The task
In the records that follow, find each line with "halo" and pull it out.
Data records START
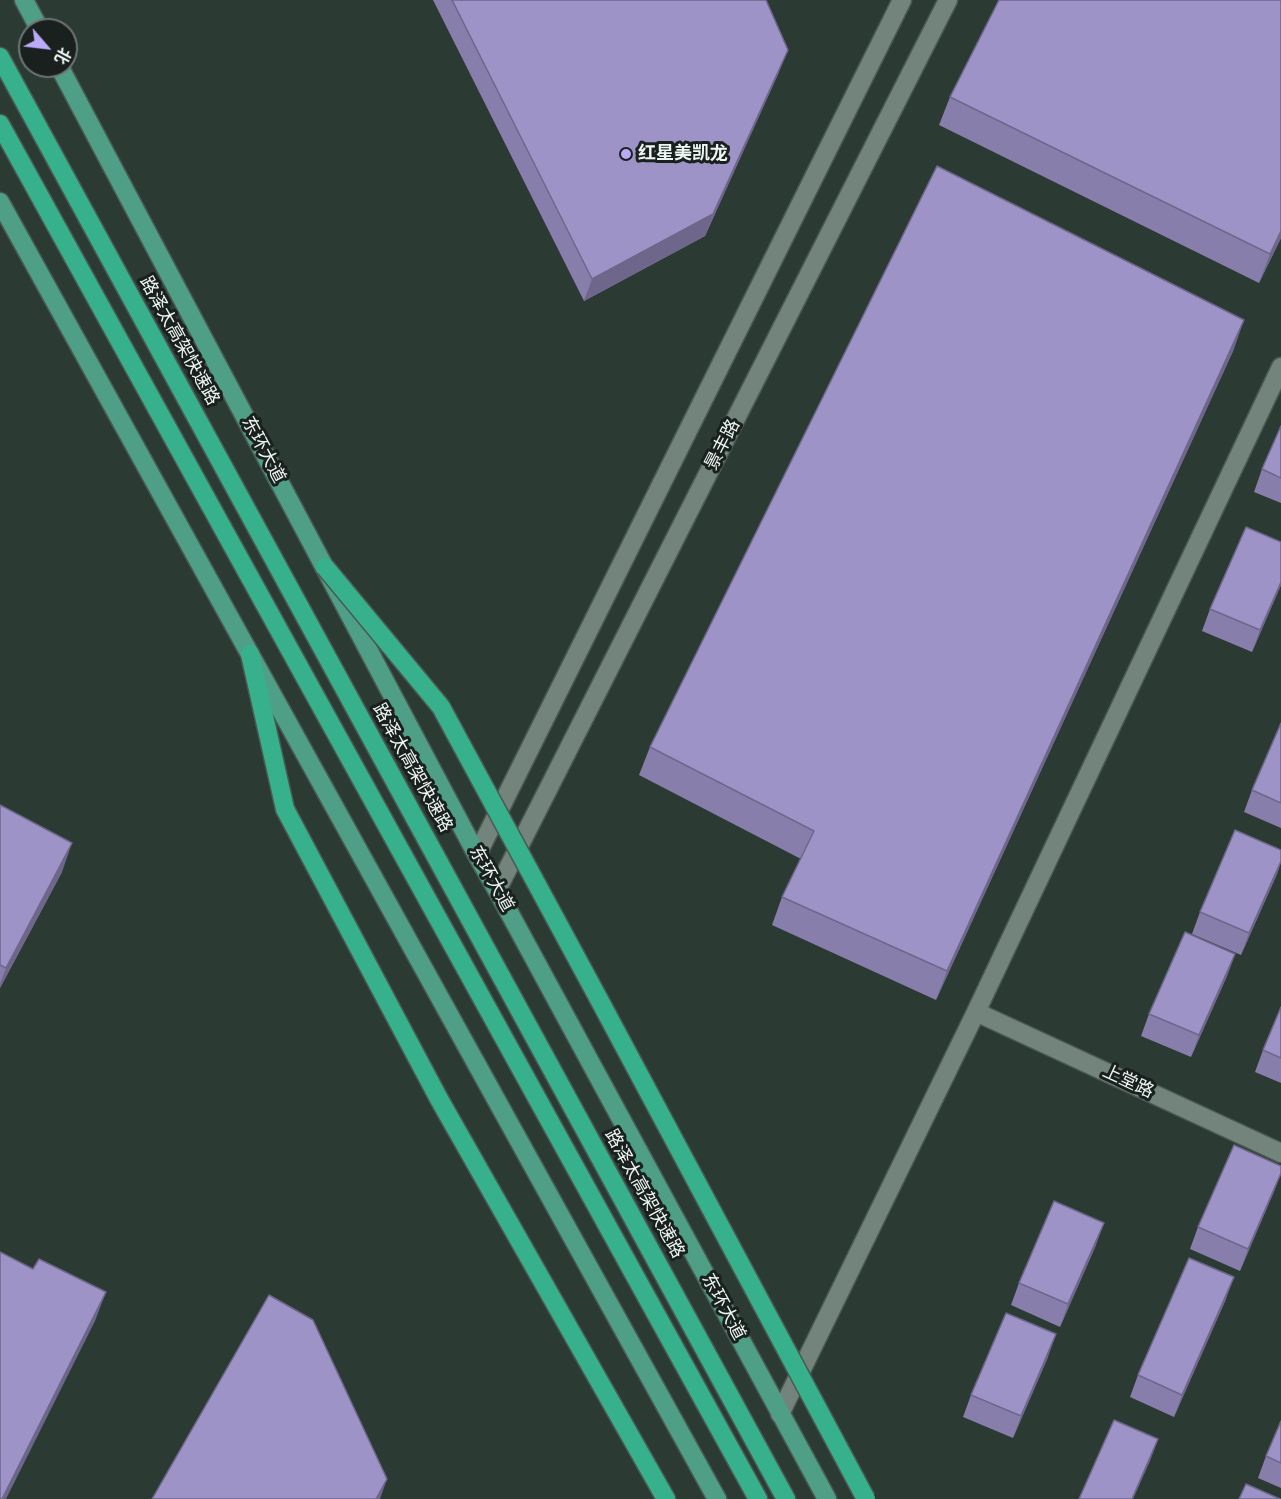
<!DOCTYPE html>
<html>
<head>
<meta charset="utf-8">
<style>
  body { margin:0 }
  #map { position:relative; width:1281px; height:1499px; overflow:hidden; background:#2b3b34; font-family:"Space Grotesk","Noto Sans SC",sans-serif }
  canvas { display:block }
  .north { position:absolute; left:18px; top:18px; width:60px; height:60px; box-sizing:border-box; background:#19201d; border:2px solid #6d7572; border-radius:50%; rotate:118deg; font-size:16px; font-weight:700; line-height:24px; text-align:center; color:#ebf5f1 }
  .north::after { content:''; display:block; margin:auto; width:21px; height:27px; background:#baaaf7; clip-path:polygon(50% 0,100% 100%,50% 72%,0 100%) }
</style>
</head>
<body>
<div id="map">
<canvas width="1281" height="1499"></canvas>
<div class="north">北</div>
</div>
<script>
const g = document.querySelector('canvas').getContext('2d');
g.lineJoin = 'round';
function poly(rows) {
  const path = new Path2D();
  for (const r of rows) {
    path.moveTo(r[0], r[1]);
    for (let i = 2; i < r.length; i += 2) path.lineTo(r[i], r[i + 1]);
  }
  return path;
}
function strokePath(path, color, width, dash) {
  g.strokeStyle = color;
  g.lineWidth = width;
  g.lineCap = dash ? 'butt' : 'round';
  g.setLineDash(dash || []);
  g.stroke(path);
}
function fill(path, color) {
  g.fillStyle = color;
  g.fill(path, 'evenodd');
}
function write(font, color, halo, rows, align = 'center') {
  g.font = font + ' "Space Grotesk","Noto Sans SC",sans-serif';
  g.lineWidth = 6;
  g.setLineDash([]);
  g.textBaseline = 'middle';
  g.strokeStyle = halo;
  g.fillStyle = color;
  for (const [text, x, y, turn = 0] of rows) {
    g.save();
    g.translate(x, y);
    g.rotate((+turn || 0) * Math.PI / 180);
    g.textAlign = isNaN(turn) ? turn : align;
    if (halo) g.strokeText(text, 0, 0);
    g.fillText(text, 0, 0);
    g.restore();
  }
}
const minor = poly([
  [477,855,902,0],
  [497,890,948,0],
  [976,1012,1281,1153],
  [780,1414,976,1012,1281,367]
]);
const major = poly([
  [24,0,40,30],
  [59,66,477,855,497,890,827,1499],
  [0,202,717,1499]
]);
const highway = poly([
  [0,57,786,1499],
  [0,124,758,1499],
  [250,654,285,809,439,1099,666,1499]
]);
strokePath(minor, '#4a5953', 21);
strokePath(major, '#4a5953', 21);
strokePath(highway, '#4a5953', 21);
strokePath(minor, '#72847c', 18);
strokePath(major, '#4e9f85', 18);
strokePath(highway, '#36b18b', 18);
const highwayBridge = poly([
  [325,567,441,707,602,1005,866,1499]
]);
strokePath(highwayBridge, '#4a5953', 21, []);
strokePath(highwayBridge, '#36b18b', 18);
fill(poly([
  [433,0,766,0,779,72,705,236,584,301],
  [950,97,1281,238,1259,283,939,125],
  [1234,349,936,1000,772,925,782,897,801,859,639,775,650,747],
  [1281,426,1281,503,1254,492,1262,469],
  [1281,542,1281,585,1252,652,1202,631,1210,609],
  [1281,723,1281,828,1244,812,1252,790],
  [0,805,62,872,0,988],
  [1281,850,1281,862,1277,874,1241,955,1192,934,1200,912],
  [1235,954,1227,976,1191,1057,1141,1036,1149,1014],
  [1281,1007,1281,1083,1255,1072,1263,1050],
  [1275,1189,1240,1271,1190,1249,1198,1227],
  [1096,1245,1060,1327,1011,1305,1019,1283],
  [1226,1299,1174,1417,1130,1397,1138,1375],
  [1048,1357,1013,1438,963,1417,971,1395],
  [1281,1421,1281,1488,1258,1478,1266,1456]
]), '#877eab');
fill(poly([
  [788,50,779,72,705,236,584,301,592,279],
  [1281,231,1281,238,1259,283,1270,254],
  [1244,320,1234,349,936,1000,947,971],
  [1281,582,1281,585,1252,652,1260,630],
  [72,843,62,872,0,988,0,984,6,968],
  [1281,861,1277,874,1241,955,1249,933],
  [1235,954,1227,976,1191,1057,1199,1035],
  [1281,1173,1275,1189,1240,1271,1248,1249],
  [1104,1223,1096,1245,1060,1327,1068,1304],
  [1234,1277,1226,1299,1174,1417,1182,1395],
  [106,1292,95,1321,6,1499,2,1499],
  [1056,1334,1048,1357,1013,1438,1021,1416],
  [1158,1439,1150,1461,1133,1499,1132,1499],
  [387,1479,380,1499,376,1499]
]), '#6e678b');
const building = poly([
  [452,0,766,0,788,50,713,214,592,279,452,0],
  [999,0,1281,0,1281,231,1270,254,950,97,999,0],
  [937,166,1244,320,947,971,782,897,814,831,650,747,937,166],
  [1281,426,1281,478,1262,469,1281,426],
  [1246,527,1281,542,1281,582,1260,630,1210,609,1246,527],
  [1281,723,1281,803,1252,790,1281,723],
  [0,805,72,843,6,968,0,965,0,805],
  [1235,830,1281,850,1281,861,1249,933,1200,912,1235,830],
  [1185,932,1235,954,1199,1035,1149,1014,1185,932],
  [1281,1007,1281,1058,1263,1050,1281,1007],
  [1234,1145,1281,1166,1281,1173,1248,1249,1198,1227,1234,1145],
  [1054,1201,1104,1223,1068,1304,1019,1283,1054,1201],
  [0,1252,33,1269,39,1259,106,1292,2,1499,0,1499,0,1252],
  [1189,1258,1234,1277,1182,1395,1138,1375,1189,1258],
  [269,1295,313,1320,387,1479,376,1499,152,1499,269,1295],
  [1006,1313,1056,1334,1021,1416,971,1395,1006,1313],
  [1114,1420,1158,1439,1132,1499,1079,1499,1114,1420],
  [1281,1421,1281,1463,1266,1456,1281,1421],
  [1246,1484,1280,1499,1239,1499,1246,1484]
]);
fill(building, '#9d93c7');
strokePath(building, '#6e678b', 1.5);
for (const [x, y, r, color] of [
  [626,154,6,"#baaaf7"]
]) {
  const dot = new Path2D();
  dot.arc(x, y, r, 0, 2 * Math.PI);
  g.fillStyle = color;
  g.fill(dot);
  strokePath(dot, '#19201d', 2);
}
write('bold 18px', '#ebf5f1', '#19201d', [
  ["红星美凯龙",638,154]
], 'left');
write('18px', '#ebf5f1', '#19201d', [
  ["路泽太高架快速路",179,341,61],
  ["景丰路",723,445,-63],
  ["东环大道",263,450,62],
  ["路泽太高架快速路",412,768,61],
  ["东环大道",491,879,61],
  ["上堂路",1128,1082,25],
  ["路泽太高架快速路",644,1194,61],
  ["东环大道",723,1307,62]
]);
</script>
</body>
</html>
Data records END
The completed task
function write(font, color, halo, rows, align = 'center') {
  g.strokeStyle = halo;
    if (halo) g.strokeText(text, 0, 0);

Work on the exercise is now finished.